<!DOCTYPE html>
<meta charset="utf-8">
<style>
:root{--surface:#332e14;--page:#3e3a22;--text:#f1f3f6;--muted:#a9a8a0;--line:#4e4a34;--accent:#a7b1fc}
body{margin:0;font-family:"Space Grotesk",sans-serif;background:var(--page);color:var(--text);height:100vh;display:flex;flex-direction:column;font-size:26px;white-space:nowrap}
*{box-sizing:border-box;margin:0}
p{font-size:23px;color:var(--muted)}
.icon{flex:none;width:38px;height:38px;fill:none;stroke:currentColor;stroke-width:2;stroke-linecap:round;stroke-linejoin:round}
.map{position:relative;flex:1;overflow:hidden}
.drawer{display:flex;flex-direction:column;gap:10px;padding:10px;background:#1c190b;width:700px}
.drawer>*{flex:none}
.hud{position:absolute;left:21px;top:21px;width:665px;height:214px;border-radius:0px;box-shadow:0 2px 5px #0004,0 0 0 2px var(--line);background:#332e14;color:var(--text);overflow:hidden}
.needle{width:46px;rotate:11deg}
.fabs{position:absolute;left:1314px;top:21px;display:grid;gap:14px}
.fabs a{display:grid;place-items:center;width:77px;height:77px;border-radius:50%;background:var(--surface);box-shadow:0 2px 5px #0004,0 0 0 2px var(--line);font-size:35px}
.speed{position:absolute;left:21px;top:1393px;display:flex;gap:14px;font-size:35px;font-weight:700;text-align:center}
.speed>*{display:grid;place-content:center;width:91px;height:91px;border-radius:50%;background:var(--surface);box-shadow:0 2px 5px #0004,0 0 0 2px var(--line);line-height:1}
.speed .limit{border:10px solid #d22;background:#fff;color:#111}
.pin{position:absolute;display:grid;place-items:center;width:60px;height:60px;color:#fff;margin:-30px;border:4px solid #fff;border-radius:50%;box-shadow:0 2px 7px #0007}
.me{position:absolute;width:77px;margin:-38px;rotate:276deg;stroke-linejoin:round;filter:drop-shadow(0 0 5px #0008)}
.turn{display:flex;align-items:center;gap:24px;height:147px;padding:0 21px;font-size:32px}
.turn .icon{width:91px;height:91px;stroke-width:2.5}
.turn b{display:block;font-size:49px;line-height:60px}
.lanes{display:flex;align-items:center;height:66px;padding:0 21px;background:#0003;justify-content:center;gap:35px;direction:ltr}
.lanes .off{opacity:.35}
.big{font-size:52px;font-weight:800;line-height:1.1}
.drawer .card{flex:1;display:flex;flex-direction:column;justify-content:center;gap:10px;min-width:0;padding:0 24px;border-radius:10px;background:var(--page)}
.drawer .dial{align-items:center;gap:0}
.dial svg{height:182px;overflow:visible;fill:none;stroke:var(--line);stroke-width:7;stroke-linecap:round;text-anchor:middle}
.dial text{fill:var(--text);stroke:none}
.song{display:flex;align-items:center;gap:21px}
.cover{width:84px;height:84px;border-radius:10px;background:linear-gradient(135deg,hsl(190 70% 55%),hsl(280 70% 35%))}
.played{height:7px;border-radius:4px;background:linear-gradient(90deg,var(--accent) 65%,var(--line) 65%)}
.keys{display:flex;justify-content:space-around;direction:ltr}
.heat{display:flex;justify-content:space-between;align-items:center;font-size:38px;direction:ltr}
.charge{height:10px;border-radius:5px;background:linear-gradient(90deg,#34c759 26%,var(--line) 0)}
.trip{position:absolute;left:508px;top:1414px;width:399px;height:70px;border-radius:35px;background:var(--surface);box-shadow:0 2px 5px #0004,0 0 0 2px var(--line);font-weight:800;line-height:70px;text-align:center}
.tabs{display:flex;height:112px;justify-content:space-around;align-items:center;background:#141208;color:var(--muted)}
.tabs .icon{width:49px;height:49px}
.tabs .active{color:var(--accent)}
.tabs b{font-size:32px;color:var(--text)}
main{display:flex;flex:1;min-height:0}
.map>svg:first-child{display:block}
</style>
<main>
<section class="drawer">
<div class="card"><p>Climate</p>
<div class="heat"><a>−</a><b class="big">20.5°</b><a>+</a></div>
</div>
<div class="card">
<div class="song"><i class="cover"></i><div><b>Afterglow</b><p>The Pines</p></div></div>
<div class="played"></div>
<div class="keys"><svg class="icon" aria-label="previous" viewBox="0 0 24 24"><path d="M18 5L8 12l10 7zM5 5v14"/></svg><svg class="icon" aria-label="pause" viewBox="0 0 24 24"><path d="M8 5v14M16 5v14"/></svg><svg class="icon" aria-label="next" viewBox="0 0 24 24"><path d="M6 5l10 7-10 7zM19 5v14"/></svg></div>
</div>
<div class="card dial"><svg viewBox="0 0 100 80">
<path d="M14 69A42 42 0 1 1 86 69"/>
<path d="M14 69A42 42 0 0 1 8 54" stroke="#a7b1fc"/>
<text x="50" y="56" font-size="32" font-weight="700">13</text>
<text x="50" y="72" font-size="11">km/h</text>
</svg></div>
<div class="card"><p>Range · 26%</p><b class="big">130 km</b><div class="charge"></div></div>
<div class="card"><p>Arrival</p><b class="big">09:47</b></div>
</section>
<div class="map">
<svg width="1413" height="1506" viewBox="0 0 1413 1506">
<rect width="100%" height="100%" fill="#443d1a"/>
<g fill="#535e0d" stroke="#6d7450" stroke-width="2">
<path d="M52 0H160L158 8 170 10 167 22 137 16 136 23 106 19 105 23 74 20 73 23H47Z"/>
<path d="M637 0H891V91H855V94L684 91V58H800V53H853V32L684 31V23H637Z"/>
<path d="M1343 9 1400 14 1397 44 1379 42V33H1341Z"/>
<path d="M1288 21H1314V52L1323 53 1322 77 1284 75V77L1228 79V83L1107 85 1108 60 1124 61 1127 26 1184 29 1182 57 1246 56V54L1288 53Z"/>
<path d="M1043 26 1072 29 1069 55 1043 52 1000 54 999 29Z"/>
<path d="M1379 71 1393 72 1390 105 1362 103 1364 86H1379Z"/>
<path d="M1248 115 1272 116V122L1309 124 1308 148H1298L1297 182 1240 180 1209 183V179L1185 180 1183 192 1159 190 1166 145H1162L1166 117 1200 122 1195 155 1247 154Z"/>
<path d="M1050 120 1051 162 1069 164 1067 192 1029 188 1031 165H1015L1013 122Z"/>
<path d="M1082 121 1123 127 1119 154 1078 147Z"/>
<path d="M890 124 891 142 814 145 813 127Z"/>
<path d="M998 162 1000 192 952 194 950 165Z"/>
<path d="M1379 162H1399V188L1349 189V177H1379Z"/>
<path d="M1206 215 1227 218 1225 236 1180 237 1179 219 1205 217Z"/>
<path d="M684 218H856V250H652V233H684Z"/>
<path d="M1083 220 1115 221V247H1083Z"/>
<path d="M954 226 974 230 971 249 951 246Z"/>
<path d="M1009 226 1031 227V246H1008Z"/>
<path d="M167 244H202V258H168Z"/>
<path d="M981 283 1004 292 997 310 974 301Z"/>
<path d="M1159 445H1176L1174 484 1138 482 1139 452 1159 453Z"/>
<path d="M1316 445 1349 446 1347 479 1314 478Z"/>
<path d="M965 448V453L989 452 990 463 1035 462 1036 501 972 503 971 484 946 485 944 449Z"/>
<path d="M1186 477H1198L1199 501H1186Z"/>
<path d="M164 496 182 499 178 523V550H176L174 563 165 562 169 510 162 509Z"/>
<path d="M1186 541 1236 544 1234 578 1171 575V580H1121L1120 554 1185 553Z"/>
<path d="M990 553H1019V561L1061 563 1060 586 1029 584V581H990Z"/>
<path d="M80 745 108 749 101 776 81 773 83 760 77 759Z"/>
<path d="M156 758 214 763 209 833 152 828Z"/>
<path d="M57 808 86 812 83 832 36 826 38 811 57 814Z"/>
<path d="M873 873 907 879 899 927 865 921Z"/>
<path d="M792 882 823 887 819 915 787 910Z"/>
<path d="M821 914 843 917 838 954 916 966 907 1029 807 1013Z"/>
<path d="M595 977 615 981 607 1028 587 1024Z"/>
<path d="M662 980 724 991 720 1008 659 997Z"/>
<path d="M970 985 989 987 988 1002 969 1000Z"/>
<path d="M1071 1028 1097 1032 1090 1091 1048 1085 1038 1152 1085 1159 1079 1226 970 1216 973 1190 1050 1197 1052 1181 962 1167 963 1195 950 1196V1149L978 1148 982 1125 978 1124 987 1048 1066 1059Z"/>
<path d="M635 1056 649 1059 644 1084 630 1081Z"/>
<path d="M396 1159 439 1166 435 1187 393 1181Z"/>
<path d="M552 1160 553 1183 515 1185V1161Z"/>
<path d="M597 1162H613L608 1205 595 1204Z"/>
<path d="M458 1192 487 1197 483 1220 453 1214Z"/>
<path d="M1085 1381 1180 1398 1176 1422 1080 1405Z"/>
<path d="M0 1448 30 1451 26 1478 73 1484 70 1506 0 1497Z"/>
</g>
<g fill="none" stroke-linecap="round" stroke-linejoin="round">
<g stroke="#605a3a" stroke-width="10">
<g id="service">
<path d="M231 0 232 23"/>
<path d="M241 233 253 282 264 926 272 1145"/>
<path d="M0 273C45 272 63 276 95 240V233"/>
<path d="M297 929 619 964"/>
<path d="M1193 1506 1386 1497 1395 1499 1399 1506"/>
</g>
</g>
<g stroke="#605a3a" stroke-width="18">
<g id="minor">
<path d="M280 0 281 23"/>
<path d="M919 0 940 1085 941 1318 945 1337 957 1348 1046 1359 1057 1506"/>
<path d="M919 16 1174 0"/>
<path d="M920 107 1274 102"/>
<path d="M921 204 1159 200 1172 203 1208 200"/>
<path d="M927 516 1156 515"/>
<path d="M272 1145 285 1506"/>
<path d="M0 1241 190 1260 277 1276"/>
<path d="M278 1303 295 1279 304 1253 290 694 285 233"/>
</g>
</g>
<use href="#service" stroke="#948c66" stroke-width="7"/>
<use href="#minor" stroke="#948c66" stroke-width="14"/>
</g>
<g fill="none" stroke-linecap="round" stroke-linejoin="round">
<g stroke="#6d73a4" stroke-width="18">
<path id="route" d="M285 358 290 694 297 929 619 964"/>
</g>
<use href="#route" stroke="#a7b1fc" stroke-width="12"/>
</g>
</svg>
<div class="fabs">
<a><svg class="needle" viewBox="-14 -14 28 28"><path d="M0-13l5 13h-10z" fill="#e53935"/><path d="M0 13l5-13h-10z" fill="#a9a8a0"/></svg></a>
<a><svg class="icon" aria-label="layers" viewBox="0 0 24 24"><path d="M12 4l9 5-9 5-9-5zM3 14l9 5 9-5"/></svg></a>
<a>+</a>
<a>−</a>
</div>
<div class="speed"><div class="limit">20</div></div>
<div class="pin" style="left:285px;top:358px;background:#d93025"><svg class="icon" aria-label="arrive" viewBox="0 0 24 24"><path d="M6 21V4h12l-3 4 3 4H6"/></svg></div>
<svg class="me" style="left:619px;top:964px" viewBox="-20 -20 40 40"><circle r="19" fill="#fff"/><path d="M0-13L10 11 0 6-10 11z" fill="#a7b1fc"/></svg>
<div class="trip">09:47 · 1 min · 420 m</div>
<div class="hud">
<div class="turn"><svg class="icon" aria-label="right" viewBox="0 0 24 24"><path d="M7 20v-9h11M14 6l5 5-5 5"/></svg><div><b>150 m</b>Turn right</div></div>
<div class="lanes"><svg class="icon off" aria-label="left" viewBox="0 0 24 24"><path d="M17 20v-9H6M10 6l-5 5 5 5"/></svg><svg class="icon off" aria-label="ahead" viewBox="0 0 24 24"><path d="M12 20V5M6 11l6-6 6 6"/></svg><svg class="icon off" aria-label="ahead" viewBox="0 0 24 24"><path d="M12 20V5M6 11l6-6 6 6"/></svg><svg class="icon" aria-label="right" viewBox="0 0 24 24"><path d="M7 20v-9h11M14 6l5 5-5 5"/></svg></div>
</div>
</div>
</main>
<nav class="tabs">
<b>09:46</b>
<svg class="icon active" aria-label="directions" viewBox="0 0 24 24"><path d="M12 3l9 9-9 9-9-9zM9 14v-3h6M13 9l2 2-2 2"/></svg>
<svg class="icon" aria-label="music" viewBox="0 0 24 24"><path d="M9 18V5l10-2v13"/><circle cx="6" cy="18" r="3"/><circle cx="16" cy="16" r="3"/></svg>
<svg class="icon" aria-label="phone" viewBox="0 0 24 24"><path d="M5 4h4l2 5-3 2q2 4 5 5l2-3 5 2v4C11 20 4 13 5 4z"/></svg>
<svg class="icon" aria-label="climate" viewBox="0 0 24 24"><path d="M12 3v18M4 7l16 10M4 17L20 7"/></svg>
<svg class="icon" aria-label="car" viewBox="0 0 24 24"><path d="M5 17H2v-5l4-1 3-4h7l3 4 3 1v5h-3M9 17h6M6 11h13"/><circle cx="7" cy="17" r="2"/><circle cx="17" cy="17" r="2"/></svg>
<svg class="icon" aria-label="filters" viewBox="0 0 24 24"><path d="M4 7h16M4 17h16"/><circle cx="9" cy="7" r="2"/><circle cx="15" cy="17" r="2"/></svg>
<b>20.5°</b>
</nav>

============================================================

Exercise directions:
Work out how many lines in the listing contain "rotate", then write down that number and nothing else.

Your solution:
2